What is required: Search the data below, and report every line in which "align" occurs.

******

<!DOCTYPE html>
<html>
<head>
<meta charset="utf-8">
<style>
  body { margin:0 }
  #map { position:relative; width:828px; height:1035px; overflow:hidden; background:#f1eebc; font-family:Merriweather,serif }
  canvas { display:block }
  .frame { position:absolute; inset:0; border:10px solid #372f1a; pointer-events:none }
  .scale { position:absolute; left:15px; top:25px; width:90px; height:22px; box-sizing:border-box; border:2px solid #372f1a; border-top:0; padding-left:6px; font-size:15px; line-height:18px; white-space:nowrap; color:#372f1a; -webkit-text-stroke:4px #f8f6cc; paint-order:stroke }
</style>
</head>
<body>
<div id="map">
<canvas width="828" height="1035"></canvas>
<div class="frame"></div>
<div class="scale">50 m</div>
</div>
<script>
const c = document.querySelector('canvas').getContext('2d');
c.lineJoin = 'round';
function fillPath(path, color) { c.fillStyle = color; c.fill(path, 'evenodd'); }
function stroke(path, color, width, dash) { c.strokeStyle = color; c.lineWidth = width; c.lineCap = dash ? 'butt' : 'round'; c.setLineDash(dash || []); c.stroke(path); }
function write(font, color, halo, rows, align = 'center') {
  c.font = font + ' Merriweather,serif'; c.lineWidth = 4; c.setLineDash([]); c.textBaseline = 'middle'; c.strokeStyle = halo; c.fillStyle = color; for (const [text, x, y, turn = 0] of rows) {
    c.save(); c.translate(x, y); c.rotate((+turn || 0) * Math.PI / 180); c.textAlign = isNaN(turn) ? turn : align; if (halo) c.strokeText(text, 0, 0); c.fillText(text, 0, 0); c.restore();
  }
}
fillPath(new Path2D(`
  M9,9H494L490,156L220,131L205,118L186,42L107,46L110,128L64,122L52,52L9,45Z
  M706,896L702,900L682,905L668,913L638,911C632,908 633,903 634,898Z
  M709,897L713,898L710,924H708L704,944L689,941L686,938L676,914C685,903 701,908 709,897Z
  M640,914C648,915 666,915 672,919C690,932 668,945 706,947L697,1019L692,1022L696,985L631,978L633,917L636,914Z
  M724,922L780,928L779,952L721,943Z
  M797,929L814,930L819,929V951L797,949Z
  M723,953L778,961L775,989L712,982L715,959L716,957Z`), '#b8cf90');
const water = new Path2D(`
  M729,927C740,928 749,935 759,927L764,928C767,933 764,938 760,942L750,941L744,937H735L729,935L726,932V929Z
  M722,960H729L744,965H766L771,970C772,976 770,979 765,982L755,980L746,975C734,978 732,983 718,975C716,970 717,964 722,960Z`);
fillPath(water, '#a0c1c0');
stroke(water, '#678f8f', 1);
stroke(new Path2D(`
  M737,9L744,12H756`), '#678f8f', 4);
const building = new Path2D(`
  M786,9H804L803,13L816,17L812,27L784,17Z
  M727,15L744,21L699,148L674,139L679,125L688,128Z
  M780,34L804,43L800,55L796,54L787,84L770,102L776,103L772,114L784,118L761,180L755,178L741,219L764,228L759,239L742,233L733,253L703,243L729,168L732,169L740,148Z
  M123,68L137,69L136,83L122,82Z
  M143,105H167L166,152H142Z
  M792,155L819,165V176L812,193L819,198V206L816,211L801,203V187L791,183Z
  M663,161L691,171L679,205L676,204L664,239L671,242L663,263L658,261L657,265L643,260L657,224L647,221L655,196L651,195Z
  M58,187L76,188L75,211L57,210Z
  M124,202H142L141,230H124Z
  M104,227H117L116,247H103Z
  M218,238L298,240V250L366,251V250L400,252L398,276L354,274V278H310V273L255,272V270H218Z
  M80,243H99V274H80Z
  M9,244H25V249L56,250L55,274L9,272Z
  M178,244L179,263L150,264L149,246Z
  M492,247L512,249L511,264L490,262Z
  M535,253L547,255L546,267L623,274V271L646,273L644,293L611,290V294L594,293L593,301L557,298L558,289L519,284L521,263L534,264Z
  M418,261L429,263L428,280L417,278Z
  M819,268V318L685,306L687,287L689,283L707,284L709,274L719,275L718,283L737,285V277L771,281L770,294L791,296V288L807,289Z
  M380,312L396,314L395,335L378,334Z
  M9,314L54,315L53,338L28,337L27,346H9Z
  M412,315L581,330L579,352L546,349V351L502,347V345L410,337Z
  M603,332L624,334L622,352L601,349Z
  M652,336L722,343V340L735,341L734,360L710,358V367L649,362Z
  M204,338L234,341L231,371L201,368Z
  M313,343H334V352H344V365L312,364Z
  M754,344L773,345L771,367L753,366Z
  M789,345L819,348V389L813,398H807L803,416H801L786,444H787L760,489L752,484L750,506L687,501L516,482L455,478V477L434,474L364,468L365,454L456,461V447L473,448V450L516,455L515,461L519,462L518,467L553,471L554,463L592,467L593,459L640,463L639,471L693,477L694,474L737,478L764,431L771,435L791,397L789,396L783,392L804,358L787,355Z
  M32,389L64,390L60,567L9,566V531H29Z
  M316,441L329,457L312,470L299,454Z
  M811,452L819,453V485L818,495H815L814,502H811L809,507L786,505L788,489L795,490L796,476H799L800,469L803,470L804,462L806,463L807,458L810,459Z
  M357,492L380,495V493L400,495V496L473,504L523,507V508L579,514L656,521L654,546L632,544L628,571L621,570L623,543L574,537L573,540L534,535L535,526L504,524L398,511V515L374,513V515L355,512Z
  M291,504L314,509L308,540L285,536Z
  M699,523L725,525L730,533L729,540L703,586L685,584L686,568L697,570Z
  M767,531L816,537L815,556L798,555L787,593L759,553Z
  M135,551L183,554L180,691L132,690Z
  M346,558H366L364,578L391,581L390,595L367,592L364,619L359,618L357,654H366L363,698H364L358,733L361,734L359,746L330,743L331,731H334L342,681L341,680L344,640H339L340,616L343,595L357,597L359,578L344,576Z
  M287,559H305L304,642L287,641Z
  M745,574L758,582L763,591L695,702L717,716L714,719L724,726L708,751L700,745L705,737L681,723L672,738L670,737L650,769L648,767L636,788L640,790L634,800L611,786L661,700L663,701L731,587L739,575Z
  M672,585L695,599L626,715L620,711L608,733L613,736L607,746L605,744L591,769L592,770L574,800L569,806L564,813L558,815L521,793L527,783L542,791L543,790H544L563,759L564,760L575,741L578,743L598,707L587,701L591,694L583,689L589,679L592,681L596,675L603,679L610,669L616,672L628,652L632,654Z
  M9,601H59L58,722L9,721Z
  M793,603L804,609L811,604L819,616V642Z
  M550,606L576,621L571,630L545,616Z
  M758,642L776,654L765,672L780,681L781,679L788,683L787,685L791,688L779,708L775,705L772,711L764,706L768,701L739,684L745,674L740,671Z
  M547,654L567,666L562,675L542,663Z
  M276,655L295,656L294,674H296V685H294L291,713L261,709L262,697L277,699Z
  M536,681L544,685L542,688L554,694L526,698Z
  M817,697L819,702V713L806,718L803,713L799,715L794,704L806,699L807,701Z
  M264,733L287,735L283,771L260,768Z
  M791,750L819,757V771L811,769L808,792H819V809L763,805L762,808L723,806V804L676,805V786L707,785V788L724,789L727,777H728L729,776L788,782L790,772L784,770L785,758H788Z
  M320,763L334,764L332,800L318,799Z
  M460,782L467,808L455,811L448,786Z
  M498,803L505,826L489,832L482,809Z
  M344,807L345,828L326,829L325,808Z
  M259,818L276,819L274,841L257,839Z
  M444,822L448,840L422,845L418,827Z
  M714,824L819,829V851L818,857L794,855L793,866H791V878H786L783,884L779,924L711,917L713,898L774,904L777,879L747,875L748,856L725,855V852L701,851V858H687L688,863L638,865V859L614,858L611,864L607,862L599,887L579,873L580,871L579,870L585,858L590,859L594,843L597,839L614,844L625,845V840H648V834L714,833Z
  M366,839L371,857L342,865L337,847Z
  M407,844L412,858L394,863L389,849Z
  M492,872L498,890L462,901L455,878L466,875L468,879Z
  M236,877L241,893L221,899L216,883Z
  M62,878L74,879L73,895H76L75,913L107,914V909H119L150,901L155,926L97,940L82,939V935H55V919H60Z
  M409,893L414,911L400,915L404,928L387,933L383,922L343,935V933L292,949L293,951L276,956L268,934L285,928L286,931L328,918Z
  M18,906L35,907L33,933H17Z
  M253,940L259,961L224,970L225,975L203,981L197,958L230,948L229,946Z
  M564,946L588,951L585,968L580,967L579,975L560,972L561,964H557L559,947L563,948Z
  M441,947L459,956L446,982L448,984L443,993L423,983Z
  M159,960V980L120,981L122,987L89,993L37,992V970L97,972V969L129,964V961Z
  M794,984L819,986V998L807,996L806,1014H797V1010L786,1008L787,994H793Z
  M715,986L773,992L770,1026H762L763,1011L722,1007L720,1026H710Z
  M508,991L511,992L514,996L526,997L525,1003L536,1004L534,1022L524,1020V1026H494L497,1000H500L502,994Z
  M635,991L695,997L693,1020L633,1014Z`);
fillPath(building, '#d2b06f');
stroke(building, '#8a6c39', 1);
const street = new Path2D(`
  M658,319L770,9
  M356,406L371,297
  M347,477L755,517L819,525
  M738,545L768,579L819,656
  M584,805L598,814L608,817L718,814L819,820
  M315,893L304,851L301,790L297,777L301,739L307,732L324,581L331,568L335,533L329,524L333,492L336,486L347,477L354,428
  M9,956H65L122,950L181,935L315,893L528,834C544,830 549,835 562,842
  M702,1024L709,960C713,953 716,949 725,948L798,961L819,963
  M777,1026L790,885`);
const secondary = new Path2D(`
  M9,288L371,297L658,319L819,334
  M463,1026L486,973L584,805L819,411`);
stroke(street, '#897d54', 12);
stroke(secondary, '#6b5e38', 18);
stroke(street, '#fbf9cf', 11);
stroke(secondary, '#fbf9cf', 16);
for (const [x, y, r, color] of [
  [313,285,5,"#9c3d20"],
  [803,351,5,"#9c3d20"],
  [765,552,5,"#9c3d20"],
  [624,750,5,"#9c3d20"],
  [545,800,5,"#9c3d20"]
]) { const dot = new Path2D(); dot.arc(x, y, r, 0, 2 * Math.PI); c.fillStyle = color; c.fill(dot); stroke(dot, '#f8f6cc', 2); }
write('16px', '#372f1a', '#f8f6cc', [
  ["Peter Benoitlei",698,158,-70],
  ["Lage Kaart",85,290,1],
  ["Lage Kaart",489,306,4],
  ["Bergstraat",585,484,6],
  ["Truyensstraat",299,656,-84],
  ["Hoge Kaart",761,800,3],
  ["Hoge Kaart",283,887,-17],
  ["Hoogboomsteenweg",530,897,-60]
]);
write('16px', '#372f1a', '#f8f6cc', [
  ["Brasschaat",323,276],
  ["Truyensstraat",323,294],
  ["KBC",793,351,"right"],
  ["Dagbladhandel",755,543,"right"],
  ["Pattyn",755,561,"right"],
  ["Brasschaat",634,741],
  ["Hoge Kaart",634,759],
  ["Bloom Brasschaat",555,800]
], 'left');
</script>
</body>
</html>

******

The completed task:
function write(font, color, halo, rows, align = 'center') {
    c.save(); c.translate(x, y); c.rotate((+turn || 0) * Math.PI / 180); c.textAlign = isNaN(turn) ? turn : align; if (halo) c.strokeText(text, 0, 0); c.fillText(text, 0, 0); c.restore();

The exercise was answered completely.